So occasionally, at the point in the interview where the subject has expressed an idea, I’ve quoted the idea as they expressed it in writing, rather than how they expressed it in speech. It’s a way of making sure the reader understands the point that (say) Gideon Levy wants to make as clearly as possible, while retaining the directness of the interview. Since my interviews are intellectual portraits that I hope explain how a person thinks, it seemed the most thorough way of doing it...

...I’m a bit bemused to find one blogger considers this “plagiarism”. Who’s being plagiarized? Plagiarism is passing off somebody else’s intellectual work as your own – whereas I’m always making it clear that (say) Gideon Levy’s thought is Gideon Levy’s thought. I’m also a bit bemused to find that some people consider this “churnalism”. Churnalism is a journalist taking a press release and mindlessly recycling it – not a journalist carefully reading over all a writer’s books and selecting parts of it to accurately quote at certain key moments to best reflect how they think.
I called round a few other interviewers for British newspapers and they said what I did was normal practice and they had done it themselves from time to time. My test for journalism is always – would the readers mind you did this, or prefer it? Would they rather I quoted an unclear sentence expressing a thought, or a clear sentence expressing the same thought by the same person very recently? Both give an accurate sense of what a person is like, but one makes their ideas as accessible as possible for the reader while also being an accurate portrait of the person.
Let's recap. The Independent's top columnist and interviewer has just admitted that he routinely adds things his interviewees have written at some point in the past to their quotes, and then deliberately passes these statements off as though they were said to him in the course of an interview.

The main art of being an interviewer is to be skilled at eliciting the right quotes from your subject. If Johann Hari wants to write 'intellectual portraits', he should go and write fiction. Do his editors really know that the copy they're printing ('we stare at each other for a while. Then he says in a quieter voice...') is essentially made up? What would Jayson Blair make of it all? Astonishing.

53 comments:

Deano said...

Can we open a little sweep on how long it is until he cries "HOMOPHOBIA!"?

Anonymous said...

I'm still reeling from the revelation Hari's won an award for his writing.

Tom Chivers said...

I don't know if it's that bad, to be honest. Levy says something in interview about Israel never quitting the territories, "in a quieter voice". Hari, having read Levy's works, recognises the point from one of his books, and - rather than quoting the slightly garbled point made in interview - quotes the original, which Levy is himself essentially quoting.

At least that's how I read Hari's explanation. And if none of his subjects has complained about misrepresentation, then presumably he's not completely misquoting them. On the basis of what you've said here, I don't necessarily think it's that big a deal.

Jamie said...

I reckon it is a fairly big deal.
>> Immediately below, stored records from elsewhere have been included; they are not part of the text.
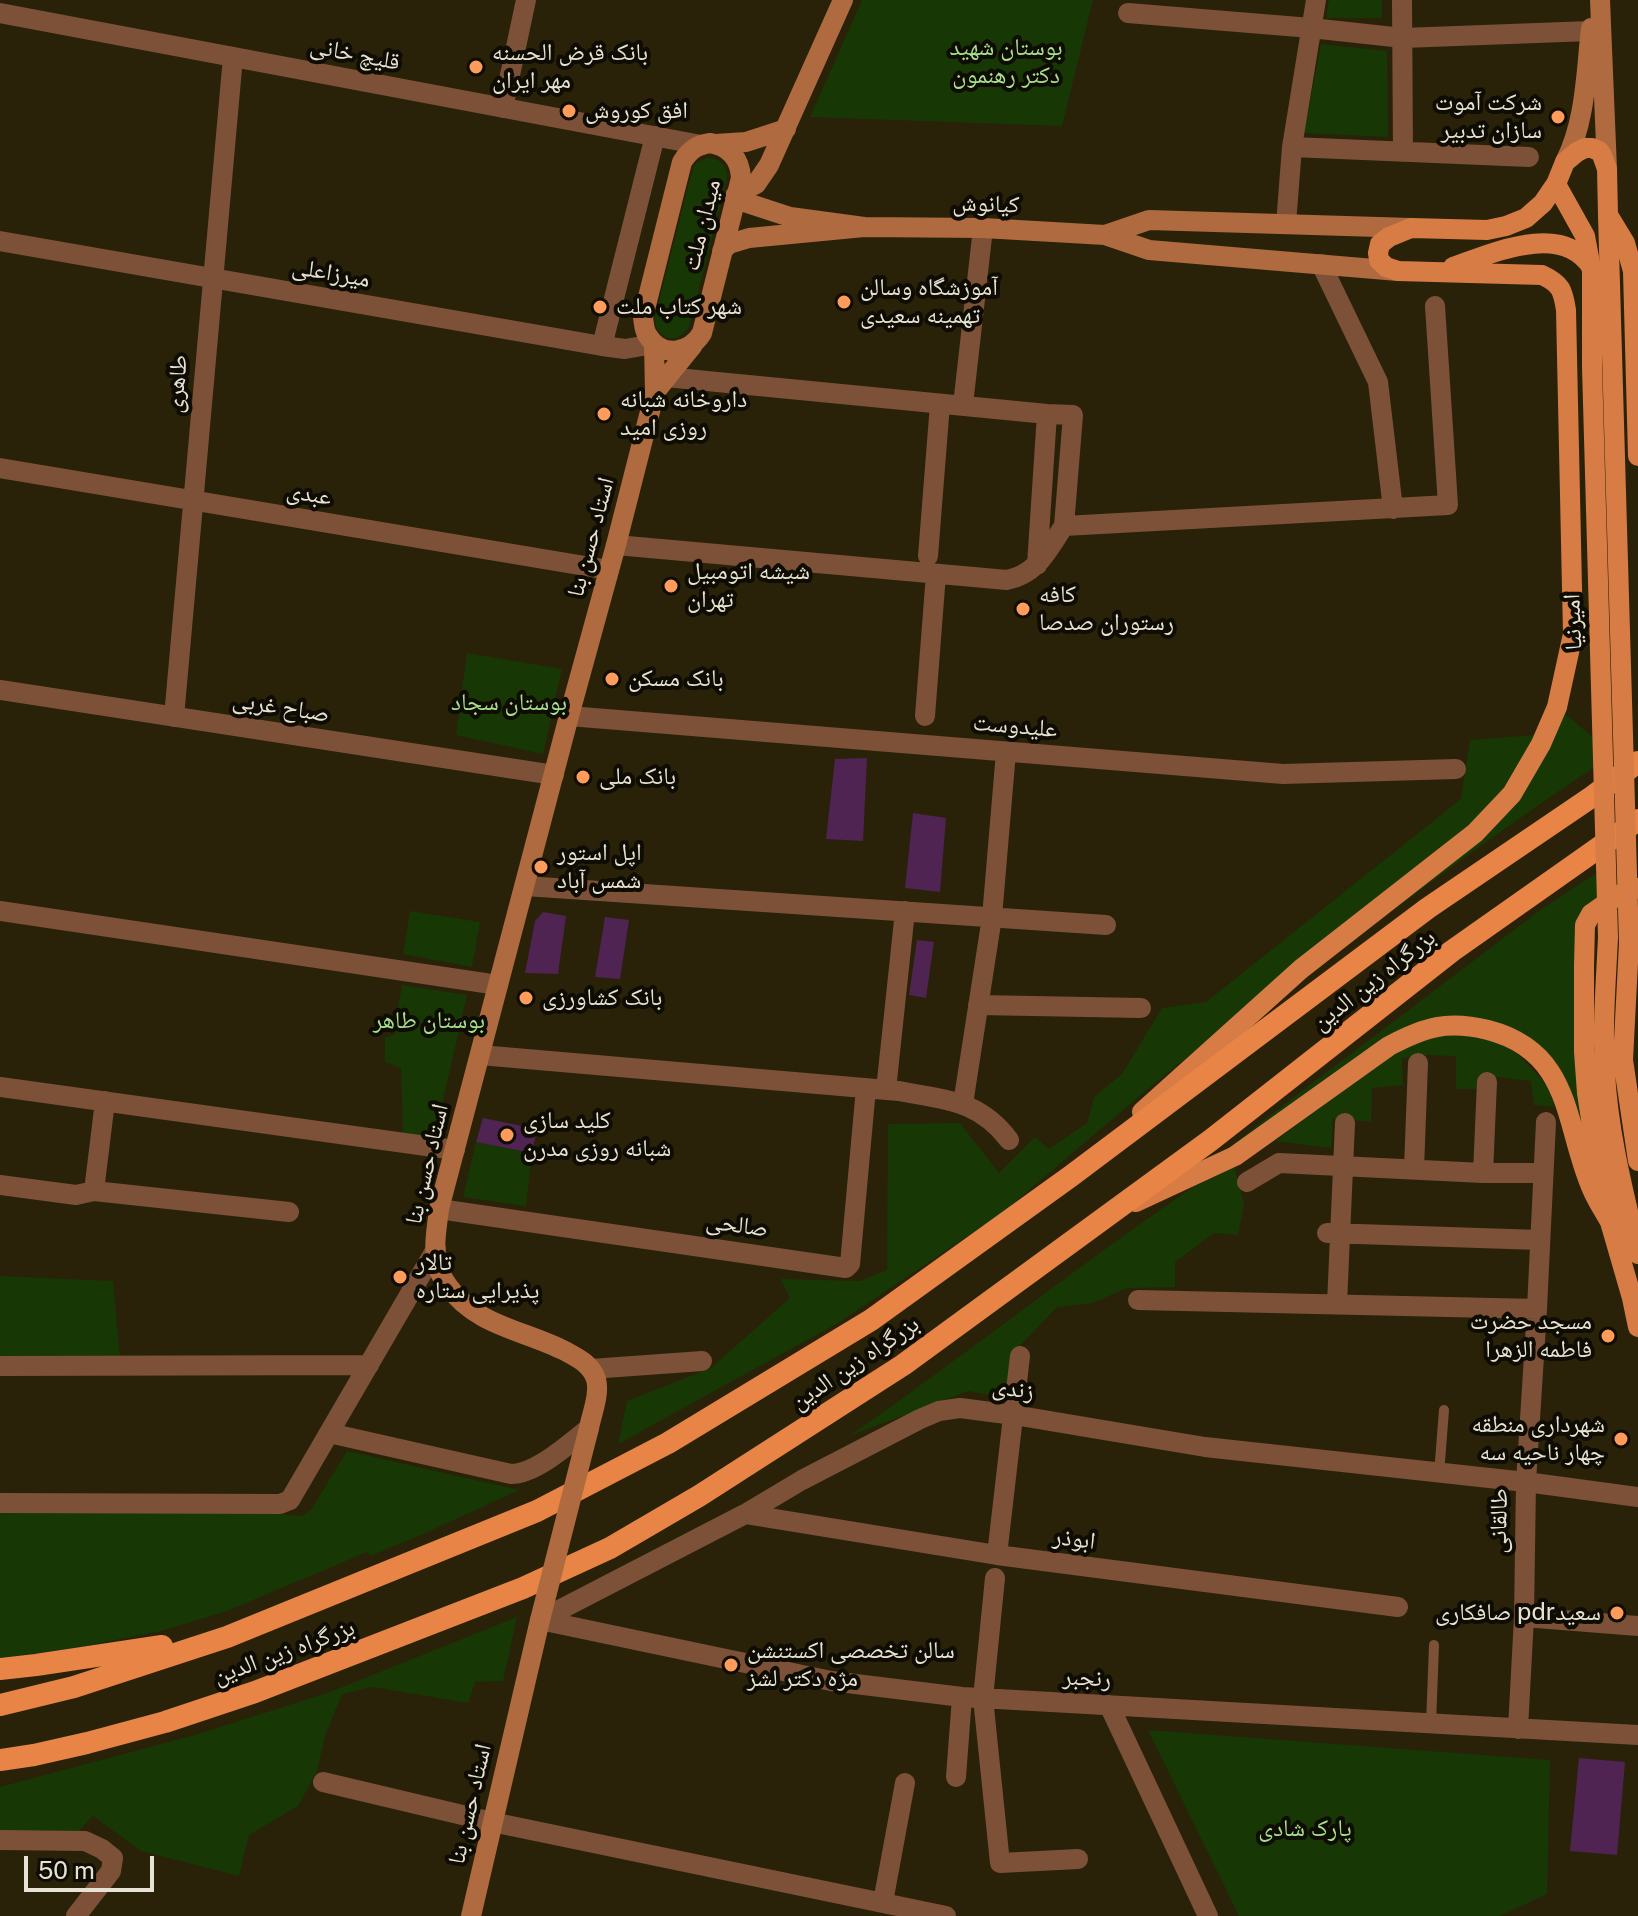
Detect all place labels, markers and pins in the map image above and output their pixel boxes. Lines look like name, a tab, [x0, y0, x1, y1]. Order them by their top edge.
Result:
place label: بانک قرض الحسنه مهر ایران	[492, 39, 648, 95]
marker: بانک قرض الحسنه مهر ایران	[467, 58, 485, 76]
place label: شرکت آموت سازان تدبیر	[1435, 89, 1542, 145]
place label: افق کوروش	[585, 97, 688, 125]
marker: افق کوروش	[560, 102, 578, 120]
marker: شرکت آموت سازان تدبیر	[1549, 108, 1567, 126]
place label: آموزشگاه وسالن تهمینه سعیدی	[860, 274, 998, 330]
place label: شهر کتاب ملت	[616, 293, 742, 321]
marker: آموزشگاه وسالن تهمینه سعیدی	[835, 293, 853, 311]
marker: شهر کتاب ملت	[591, 298, 609, 316]
place label: داروخانه شبانه روزی امید	[620, 386, 747, 442]
marker: داروخانه شبانه روزی امید	[595, 405, 613, 423]
place label: شیشه اتومبیل تهران	[687, 558, 810, 614]
marker: شیشه اتومبیل تهران	[662, 577, 680, 595]
place label: کافه رستوران صدصا	[1039, 581, 1174, 637]
marker: کافه رستوران صدصا	[1014, 600, 1032, 618]
place label: بانک مسکن	[628, 665, 724, 693]
marker: بانک مسکن	[603, 670, 621, 688]
place label: بانک ملی	[599, 763, 676, 791]
marker: بانک ملی	[574, 768, 592, 786]
place label: اپل استور شمس آباد	[557, 839, 642, 895]
marker: اپل استور شمس آباد	[532, 858, 550, 876]
place label: بانک کشاورزی	[542, 984, 662, 1012]
marker: بانک کشاورزی	[517, 989, 535, 1007]
place label: کلید سازی شبانه روزی مدرن	[523, 1107, 671, 1163]
marker: کلید سازی شبانه روزی مدرن	[498, 1126, 516, 1144]
place label: تالار پذیرایی ستاره	[416, 1249, 539, 1305]
marker: تالار پذیرایی ستاره	[391, 1268, 409, 1286]
place label: مسجد حضرت فاطمه الزهرا	[1470, 1308, 1592, 1364]
marker: مسجد حضرت فاطمه الزهرا	[1599, 1327, 1617, 1345]
place label: شهرداری منطقه چهار ناحیه سه	[1472, 1411, 1605, 1467]
marker: شهرداری منطقه چهار ناحیه سه	[1612, 1430, 1630, 1448]
place label: صافکاری pdrسعید	[1435, 1599, 1601, 1627]
marker: صافکاری pdrسعید	[1608, 1604, 1626, 1622]
place label: سالن تخصصی اکستنشن مژه دکتر لشز	[747, 1637, 955, 1693]
marker: سالن تخصصی اکستنشن مژه دکتر لشز	[722, 1656, 740, 1674]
Having read Hari's explanation, he doesn't appear to grasp that people can refine, update and develop their ideas over time.
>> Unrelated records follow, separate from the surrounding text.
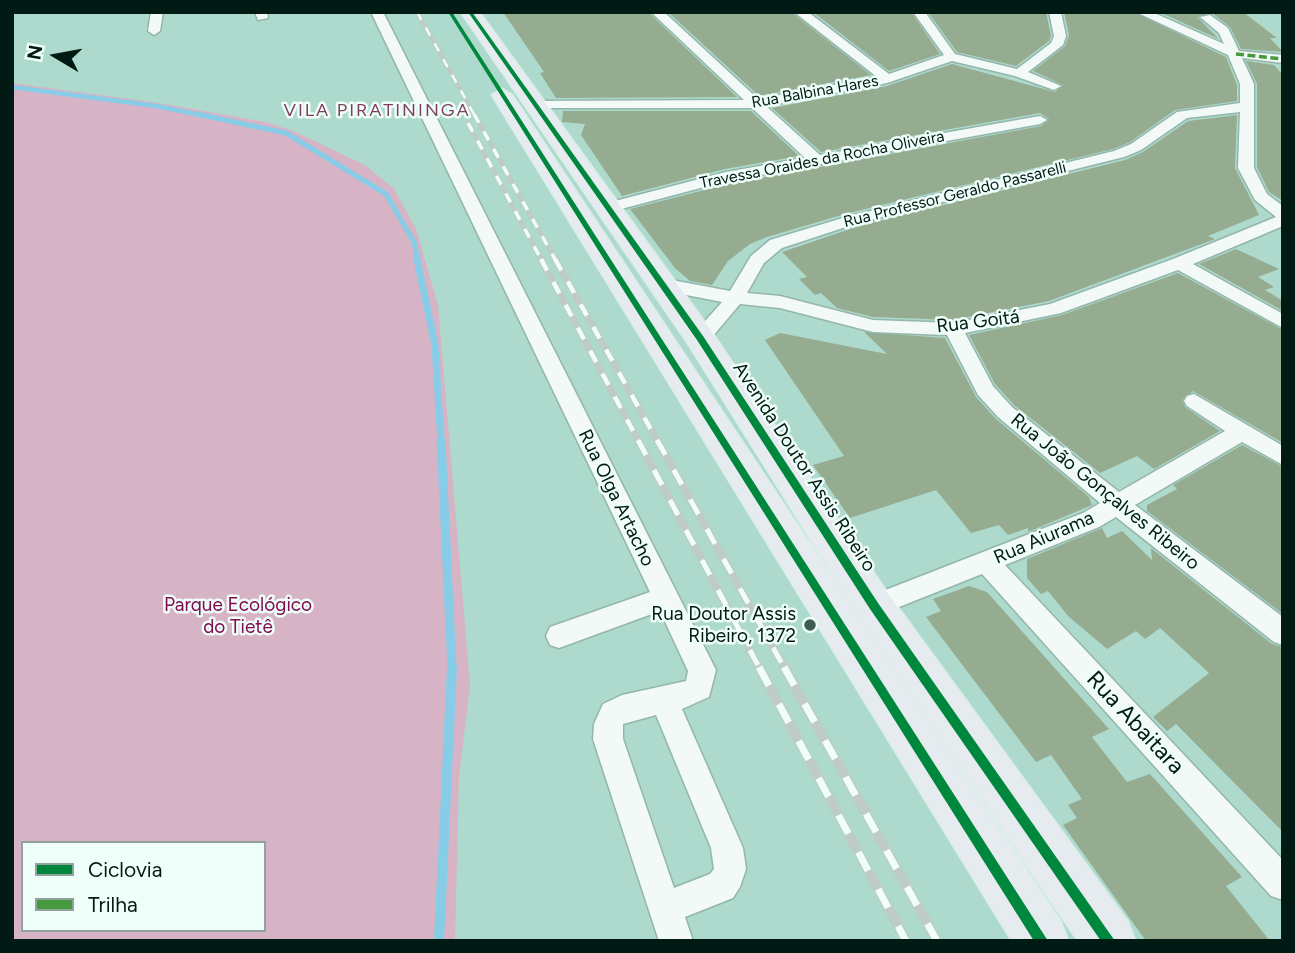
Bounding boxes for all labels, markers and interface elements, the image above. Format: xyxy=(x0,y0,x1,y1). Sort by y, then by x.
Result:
north arrow xyxy=(21,21,91,91)
text: N xyxy=(22,43,47,61)
street label: Rua Balbina Hares xyxy=(750,71,880,113)
district label: VILA PIRATININGA xyxy=(285,100,469,122)
street label: Travessa Oraides da Rocha Oliveira xyxy=(698,127,946,193)
street label: Rua Professor Geraldo Passarelli xyxy=(842,158,1068,232)
street label: Rua Goitá xyxy=(935,306,1021,338)
street label: Avenida Doutor Assis Ribeiro xyxy=(728,358,880,576)
street label: Rua João Gonçalves Ribeiro xyxy=(1006,409,1204,575)
street label: Rua Olga Artacho xyxy=(573,426,659,570)
street label: Rua Aiurama xyxy=(990,507,1098,569)
park label: Parque Ecológico do Tietê xyxy=(164,594,312,638)
place label: Rua Doutor Assis Ribeiro, 1372 xyxy=(651,603,796,647)
marker: Rua Doutor Assis Ribeiro, 1372 xyxy=(802,617,818,633)
street label: Rua Abaitara xyxy=(1080,666,1190,780)
legend xyxy=(21,841,266,932)
text: Ciclovia xyxy=(88,857,162,882)
text: Trilha xyxy=(88,892,138,917)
By quoting old stuff he's denying them the chance to do that.

Using old quotes means it's not news and it's not interviewing either.

Anonymous said...

'And if none of his subjects has complained about misrepresentation, then presumably he's not completely misquoting them'

As interesting precedents go, that's a doozy.

Caitlin said...

It's bad. I would never do this. If I wanted to use an old quote, I would make that clear by referencing the original context. It's not misrepresenting someone's views (unless they've evolved) but it's certainly misrepresenting the context and the interview itself. It's a disservice to readers.

In journalism, literally every little thing should be true, or else it's fiction. I have the same issue with travel writers who employ literary techniques a little too liberally.

It's true that people express themselves differently in speech but an interview should reflect how they express themselves in speech.

Anonymous said...

Lets not focus on the Levy piece, that was simply an illustration that this is not an isolated incident.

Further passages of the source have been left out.